C-395/15 Daouidi

Contentverzamelaar

C-395/15 Daouidi

Prejudiciële hofzaak

Zie bijlage rechts voor de verwijzingsuitspraak
Klik hier voor het volledige dossier van het Hof van Justitie

Termijnen: Motivering departement:   19 oktober 2015
Concept schriftelijke opmerkingen:       03 november 2015
Schriftelijke opmerkingen:                   03 december 2015
Trefwoorden: gelijke behandeling (arbeid/beroep); handvest grondrechten

Onderwerp
- Handvest grondrechten artikel 21 (discriminatieverbod);
- Richtlijn 2000/78/EG van de Raad van 27 november 2000 tot instelling van een algemeen kader voor gelijke behandeling in arbeid en beroep

Verzoeker werkt als keukenhulp bij een restaurant in een vijfsterrenhotel (verweerder) sinds april 2014 op een tijdelijke deeltijdovereenkomst (twintig uur / drie maanden) omdat er toen sprake was van een toename van het werk. Na afloop van de proeftijd van één maand werd de overeenkomst gewijzigd in één voor veertig uur. In juli 2014 is de overeenkomst met negen maanden verlengd. Op 3 oktober 2014 wordt verzoeker door een bedrijfsongeval tijdelijk arbeidsongeschikt (arm in gips). Na twee weken meldt verzoeker bij navraag van zijn werkgever dat hij (voorlopig) nog niet kan komen werken. Werkgever verwacht dat hij het weekend alweer komt werken maar verzoeker meent recht te hebben op voldoende tijd voor herstel.
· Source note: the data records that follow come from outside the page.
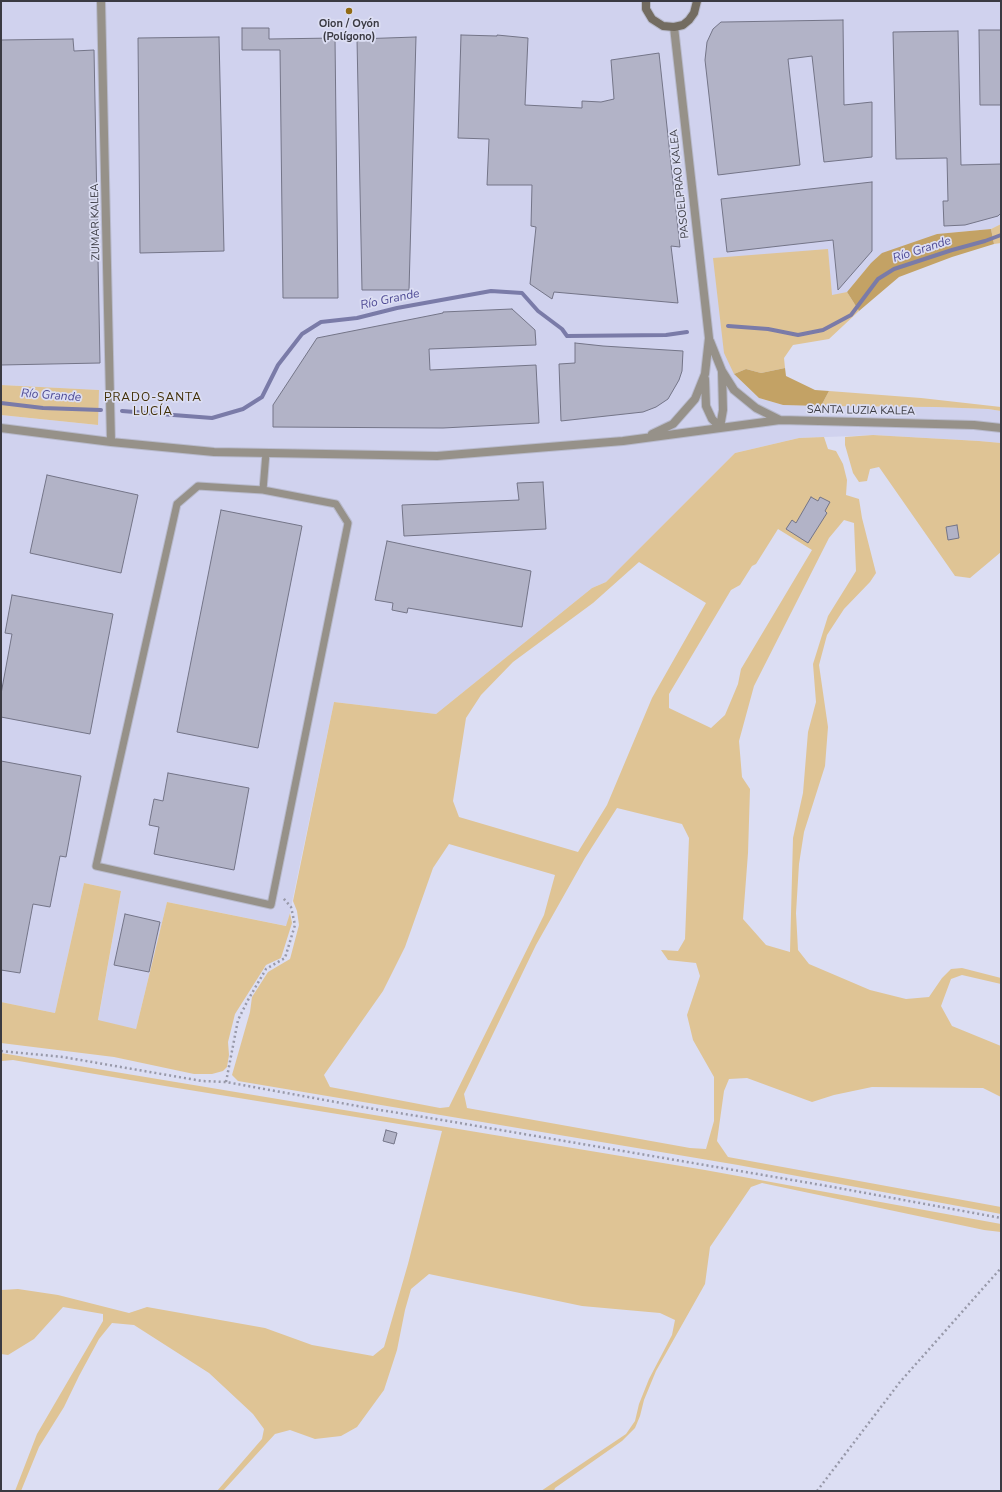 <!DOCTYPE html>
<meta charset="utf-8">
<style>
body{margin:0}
#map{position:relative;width:1002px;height:1492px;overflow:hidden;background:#dcdef3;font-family:"Nunito Sans",sans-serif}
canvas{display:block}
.frame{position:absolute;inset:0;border:2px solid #3a3a42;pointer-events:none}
</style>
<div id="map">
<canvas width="1002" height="1492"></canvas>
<div class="frame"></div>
</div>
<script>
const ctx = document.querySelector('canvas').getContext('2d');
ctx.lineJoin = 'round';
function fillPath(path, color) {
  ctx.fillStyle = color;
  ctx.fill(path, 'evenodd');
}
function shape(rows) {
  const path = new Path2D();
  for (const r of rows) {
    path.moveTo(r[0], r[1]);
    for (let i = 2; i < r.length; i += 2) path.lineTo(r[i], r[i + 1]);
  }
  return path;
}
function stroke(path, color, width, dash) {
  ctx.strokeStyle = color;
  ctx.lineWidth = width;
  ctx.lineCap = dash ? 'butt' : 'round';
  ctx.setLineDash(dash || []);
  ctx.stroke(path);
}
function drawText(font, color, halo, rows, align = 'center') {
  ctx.font = font + ' "Nunito Sans",sans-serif';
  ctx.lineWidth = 3.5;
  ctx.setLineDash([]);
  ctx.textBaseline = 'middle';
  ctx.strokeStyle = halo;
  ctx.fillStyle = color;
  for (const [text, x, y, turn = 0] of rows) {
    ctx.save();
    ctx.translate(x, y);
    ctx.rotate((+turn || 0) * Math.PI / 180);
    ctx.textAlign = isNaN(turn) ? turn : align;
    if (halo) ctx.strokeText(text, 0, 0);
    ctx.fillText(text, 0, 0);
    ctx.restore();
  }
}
const built = shape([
 [1,1,1001,1,1001,224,991,229,937,234,871,263,847,292,832,296,734,374,759,398,783,405,935,407,988,409,1001,411,1001,443,979,441,873,435,853,436,799,438,735,453,606,582,592,588,436,714,334,702,287,926,167,902,136,1029,98,1021,121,891,84,883,55,1013,1,1002,1,415,98,425,98,390,1,385]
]);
const green = shape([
 [1001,224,1001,243,994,244,991,229],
 [828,249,832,295,847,292,859,311,829,339,793,345,784,358,785,368,761,373,746,369,734,374,724,353,713,258],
 [1,385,99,390,98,425,1,415],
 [829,391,921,398,1001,407,1001,411,988,409,935,407,821,406],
 [873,435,979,441,1001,443,1001,552,970,578,955,576,879,467,870,469,867,481,859,482,853,473,845,445,845,437],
 [824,437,828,449,836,451,843,464,847,480,846,495,859,499,862,518,876,573,870,582,844,609,827,635,819,665,828,727,825,766,804,832,799,864,796,913,798,950,809,964,870,990,906,999,929,997,942,978,951,969,962,968,1001,978,1001,984,962,975,951,979,941,1006,952,1026,1001,1046,1001,1097,983,1088,872,1087,834,1095,812,1102,747,1078,729,1079,724,1091,717,1141,728,1157,1001,1207,1001,1214,738,1165,238,1081,232,1075,250,1012,252,997,268,972,290,959,299,925,297,911,293,901,334,702,436,714,592,588,606,582,735,453,799,438],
 [844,520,854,523,856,571,828,616,813,664,816,702,808,732,803,793,793,838,790,952,766,945,743,919,748,853,750,789,742,777,739,741,754,686,829,538],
 [778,529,812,550,741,669,738,684,725,715,711,728,669,708,669,694,731,590,740,585,752,566,756,564],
 [639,562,706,603,652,698,607,805,578,852,459,817,453,801,466,718,481,695,513,662,593,603],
 [617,808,682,824,689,838,685,939,678,951,661,950,668,960,696,963,700,976,687,1015,693,1040,714,1077,714,1121,706,1149,690,1148,467,1108,464,1094,536,945,585,858],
 [449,844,555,875,544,915,449,1107,440,1108,330,1087,324,1075,383,991,405,947,433,868],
 [84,883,121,891,98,1020,136,1029,167,902,286,926,290,913,292,923,281,958,266,965,235,1014,228,1042,229,1055,227,1067,223,1071,212,1074,194,1074,114,1057,1,1043,1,1002,55,1013],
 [1,1053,705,1170,1001,1224,1001,1232,984,1230,762,1183,751,1187,710,1247,705,1284,656,1371,644,1400,640,1416,635,1428,622,1441,555,1488,554,1491,541,1491,626,1434,635,1421,639,1404,649,1379,672,1335,675,1320,660,1313,582,1306,429,1274,411,1289,405,1310,397,1350,384,1390,357,1427,341,1436,315,1439,290,1430,275,1434,223,1491,217,1491,262,1439,264,1429,253,1414,209,1373,134,1325,112,1323,99,1339,79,1376,64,1407,39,1447,21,1491,15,1491,37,1434,103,1321,103,1314,63,1307,34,1339,8,1355,1,1354,1,1290,18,1289,58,1295,129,1313,147,1307,265,1328,312,1345,373,1356,384,1347,408,1264,442,1131,171,1087,13,1060,2,1061,1,1066]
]);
const forest = shape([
 [991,229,994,244,952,257,899,277,859,311,847,292,871,263,882,253,937,234],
 [785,368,786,376,815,390,829,391,821,406,783,405,759,398,734,374,746,369,761,373]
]);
const stream = shape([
 [728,326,768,329,798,335,823,330,851,315,878,279,894,269,952,250,985,241,1001,235],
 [1,403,43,408,101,410],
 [122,411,212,418,243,409,262,397,278,365,302,334,321,322,357,318,397,308,491,291,522,293,538,311,562,329,567,336,666,335,687,332]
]);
const building = shape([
 [843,20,844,105,872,102,872,157,824,162,812,56,788,59,800,165,718,175,705,60,707,42,713,29,721,22,724,22,843,20],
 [242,28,269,28,269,39,335,38,338,298,283,298,280,50,242,50,242,28],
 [979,30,1001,30,1001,105,980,105,979,30],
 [958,31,961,165,1001,164,1001,213,998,216,965,225,944,226,943,201,948,201,947,158,896,159,893,32,958,31],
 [461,35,497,36,497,35,528,38,525,105,582,108,582,101,601,102,614,99,611,60,659,53,680,247,671,246,678,303,554,292,552,299,530,284,536,227,531,226,532,185,487,185,489,139,458,138,461,35],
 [219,37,224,251,140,253,138,38,219,37],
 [416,37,409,290,362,290,357,39,416,37],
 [73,39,74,51,94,50,100,363,1,365,1,40,73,39],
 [872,182,872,251,838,290,833,240,727,252,721,199,872,182],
 [512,309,535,330,536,345,429,349,430,370,536,365,539,423,443,428,273,427,273,405,317,338,443,313,443,312,512,309],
 [575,343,603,346,683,351,682,371,679,380,668,399,656,407,643,412,561,421,559,364,575,363,575,343],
 [47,475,138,495,121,573,30,553,47,475],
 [543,482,546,529,404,536,402,505,519,500,517,483,543,482],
 [811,497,818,501,820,497,830,502,825,511,827,513,808,543,786,529,792,520,796,523,811,497],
 [221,510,302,526,258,748,177,732,221,510],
 [957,525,959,538,948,540,946,527,957,525],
 [387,541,531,571,522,627,408,608,407,613,392,610,393,603,375,600,387,541],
 [12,595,113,614,90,734,1,717,1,694,12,634,5,633,12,595],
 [1,761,81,776,66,857,60,856,50,907,33,904,20,973,1,970,1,761],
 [168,773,249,788,234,870,154,854,159,827,149,825,154,799,163,801,168,773],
 [125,914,160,922,149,972,114,965,125,914],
 [386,1130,397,1133,394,1144,383,1141,386,1130]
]);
const path = shape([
 [1,1051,63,1057,202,1081,226,1082,374,1109,442,1120,833,1187,1001,1218],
 [226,1082,238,1020,248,1000,266,969,285,958,295,925,291,907,283,898],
 [817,1491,900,1382,1001,1268]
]);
const service = shape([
 [263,490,198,486,177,504,96,866,271,905,348,523,336,504,263,490,266,453]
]);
const minor = shape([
 [101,1,111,442],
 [710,341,722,371,734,390,756,408,780,420],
 [705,379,706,406,712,419,720,427],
 [720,427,723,410,722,372],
 [1,428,111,442,214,452,437,456,623,441,780,420,974,425,1001,428],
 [652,434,673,424,695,399,705,374,709,338,674,27]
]);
const secondary = shape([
 [646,1,646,9,652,19,663,26,674,27,683,25,689,20,694,13,697,1]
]);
const markers = [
 [349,11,4,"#926b13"]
];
const poiNames = [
 ["Oion / Oyón",349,24],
 ["(Polígono)",349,37]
];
const streetNames = [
 ["PASOELPRAO KALEA",680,184,-96],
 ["ZUMAR KALEA",96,222,-91],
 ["SANTA LUZIA KALEA",861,411,1]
];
const waterNames = [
 ["Río Grande",922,250,-18],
 ["Río Grande",390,300,-12],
 ["Río Grande",51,396,4]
];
const neighbourhoodNames = [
 ["PRADO-SANTA",153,398],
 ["LUCÍA",153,412]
];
fillPath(built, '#d0d2ee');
fillPath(green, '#dfc495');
fillPath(forest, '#c3a265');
stroke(stream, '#7a7ba8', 4);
fillPath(building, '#b2b3c7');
stroke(building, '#747588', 1);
stroke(service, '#b8bacc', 9);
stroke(minor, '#b8bacc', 10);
stroke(secondary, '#b8bacc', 10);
stroke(path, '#9899a9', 2.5, [2, 3]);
stroke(service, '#969189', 7);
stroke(minor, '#969189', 8);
stroke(secondary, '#736c61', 8);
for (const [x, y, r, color] of markers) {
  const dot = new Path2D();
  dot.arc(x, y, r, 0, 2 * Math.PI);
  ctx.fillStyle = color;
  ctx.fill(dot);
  stroke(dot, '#dcdef3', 1.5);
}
drawText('bold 11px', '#3a3a42', '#dcdef3', poiNames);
drawText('11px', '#3a3a42', '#dcdef3', streetNames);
drawText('italic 12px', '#4f4b95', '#dcdef3', waterNames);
ctx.letterSpacing = '1px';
drawText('12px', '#412f06', '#dcdef3', neighbourhoodNames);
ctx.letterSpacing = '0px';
</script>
Op 26 november wordt verzoeker wegens dringende redenen ontslagen (hij voldoet niet aan de verwachtingen). Hij vraagt de rechter het ontslag nietig te verklaren wegens strijd met de SPA Gw (recht op lichamelijke integriteit). Verzoeker stelt dat het ontslag als discriminerend moet worden aangemerkt – omdat het volgt op zijn tijdelijke arbeidsongeschiktheid. Verweerder ontkent het uitoefenen van druk op verzoeker en discriminatie, herhaalt alleen maar de reden voor ontslag, de slechte werkprestaties van verzoeker.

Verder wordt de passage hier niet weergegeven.